■ **Task directions**:
Among the records below, find each line bearing the word "above" and copy it.

■ **Data extract**:
- Opening Delimiter -

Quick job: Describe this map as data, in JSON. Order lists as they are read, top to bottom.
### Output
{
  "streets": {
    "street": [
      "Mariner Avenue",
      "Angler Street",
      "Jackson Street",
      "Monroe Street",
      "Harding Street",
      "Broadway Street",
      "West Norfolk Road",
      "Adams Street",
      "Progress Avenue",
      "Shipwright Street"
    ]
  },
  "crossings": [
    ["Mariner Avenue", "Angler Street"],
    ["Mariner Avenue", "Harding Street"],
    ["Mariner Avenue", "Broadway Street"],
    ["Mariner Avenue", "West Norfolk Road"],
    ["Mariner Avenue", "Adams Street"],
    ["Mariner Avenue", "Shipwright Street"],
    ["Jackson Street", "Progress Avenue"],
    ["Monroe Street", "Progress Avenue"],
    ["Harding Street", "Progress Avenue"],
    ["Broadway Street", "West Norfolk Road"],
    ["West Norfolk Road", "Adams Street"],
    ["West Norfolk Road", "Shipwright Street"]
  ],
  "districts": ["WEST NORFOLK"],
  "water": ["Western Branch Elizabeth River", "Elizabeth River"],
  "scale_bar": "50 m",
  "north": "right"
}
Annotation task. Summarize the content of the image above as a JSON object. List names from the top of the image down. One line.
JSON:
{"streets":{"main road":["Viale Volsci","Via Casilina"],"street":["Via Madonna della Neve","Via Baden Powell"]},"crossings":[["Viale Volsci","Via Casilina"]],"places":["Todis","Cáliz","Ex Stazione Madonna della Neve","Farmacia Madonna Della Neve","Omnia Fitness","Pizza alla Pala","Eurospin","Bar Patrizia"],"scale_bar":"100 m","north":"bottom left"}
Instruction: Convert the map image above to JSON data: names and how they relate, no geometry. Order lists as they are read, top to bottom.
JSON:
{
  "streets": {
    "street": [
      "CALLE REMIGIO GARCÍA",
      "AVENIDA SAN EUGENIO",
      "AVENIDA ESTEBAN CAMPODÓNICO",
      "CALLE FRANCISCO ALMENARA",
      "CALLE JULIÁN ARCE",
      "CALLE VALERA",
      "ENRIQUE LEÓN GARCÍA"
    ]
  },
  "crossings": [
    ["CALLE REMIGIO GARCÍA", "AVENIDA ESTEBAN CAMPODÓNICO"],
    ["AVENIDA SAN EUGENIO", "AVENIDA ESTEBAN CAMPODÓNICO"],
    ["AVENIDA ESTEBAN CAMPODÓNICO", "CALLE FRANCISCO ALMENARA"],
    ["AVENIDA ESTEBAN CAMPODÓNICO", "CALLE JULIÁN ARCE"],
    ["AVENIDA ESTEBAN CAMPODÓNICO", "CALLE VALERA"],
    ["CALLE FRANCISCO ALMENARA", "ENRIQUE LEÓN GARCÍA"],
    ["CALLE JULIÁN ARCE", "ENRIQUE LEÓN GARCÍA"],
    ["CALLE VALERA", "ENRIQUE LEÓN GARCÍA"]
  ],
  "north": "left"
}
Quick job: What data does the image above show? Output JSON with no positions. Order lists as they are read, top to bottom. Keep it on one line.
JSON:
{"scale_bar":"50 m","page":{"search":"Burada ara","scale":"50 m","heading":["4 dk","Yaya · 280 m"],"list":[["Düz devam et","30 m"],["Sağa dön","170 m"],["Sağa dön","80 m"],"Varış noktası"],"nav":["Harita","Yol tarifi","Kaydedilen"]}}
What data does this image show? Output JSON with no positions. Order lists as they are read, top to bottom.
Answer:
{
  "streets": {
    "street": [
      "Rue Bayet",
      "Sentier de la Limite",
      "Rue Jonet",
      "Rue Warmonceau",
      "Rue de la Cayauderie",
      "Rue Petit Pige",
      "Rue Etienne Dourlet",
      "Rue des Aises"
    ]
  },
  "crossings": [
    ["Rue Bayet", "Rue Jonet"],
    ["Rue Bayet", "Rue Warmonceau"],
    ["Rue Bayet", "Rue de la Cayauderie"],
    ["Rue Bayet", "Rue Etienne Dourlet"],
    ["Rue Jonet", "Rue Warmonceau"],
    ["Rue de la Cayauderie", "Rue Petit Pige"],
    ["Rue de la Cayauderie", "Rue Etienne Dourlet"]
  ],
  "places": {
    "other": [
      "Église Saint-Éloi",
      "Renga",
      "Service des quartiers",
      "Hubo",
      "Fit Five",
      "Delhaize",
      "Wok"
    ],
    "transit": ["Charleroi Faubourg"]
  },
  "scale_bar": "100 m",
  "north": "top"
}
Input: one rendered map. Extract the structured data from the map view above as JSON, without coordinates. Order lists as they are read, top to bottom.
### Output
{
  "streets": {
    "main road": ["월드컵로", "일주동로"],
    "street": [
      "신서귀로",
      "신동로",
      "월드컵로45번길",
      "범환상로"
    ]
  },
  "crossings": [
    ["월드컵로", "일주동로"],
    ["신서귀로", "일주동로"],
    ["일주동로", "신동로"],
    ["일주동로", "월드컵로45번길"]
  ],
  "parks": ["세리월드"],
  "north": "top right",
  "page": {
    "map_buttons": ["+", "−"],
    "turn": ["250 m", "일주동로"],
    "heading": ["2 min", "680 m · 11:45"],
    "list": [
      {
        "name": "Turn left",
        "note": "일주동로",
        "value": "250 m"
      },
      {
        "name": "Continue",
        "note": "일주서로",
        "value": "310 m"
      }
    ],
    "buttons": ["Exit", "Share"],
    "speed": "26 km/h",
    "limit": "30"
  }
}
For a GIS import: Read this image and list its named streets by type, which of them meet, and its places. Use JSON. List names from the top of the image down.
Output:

- Closing Delimiter -

■ **Solution for this exercise**:
Annotation task. Summarize the content of the image above as a JSON object. List names from the top of the image down. One line.
Instruction: Convert the map image above to JSON data: names and how they relate, no geometry. Order lists as they are read, top to bottom.
Quick job: What data does the image above show? Output JSON with no positions. Order lists as they are read, top to bottom. Keep it on one line.
Input: one rendered map. Extract the structured data from the map view above as JSON, without coordinates. Order lists as they are read, top to bottom.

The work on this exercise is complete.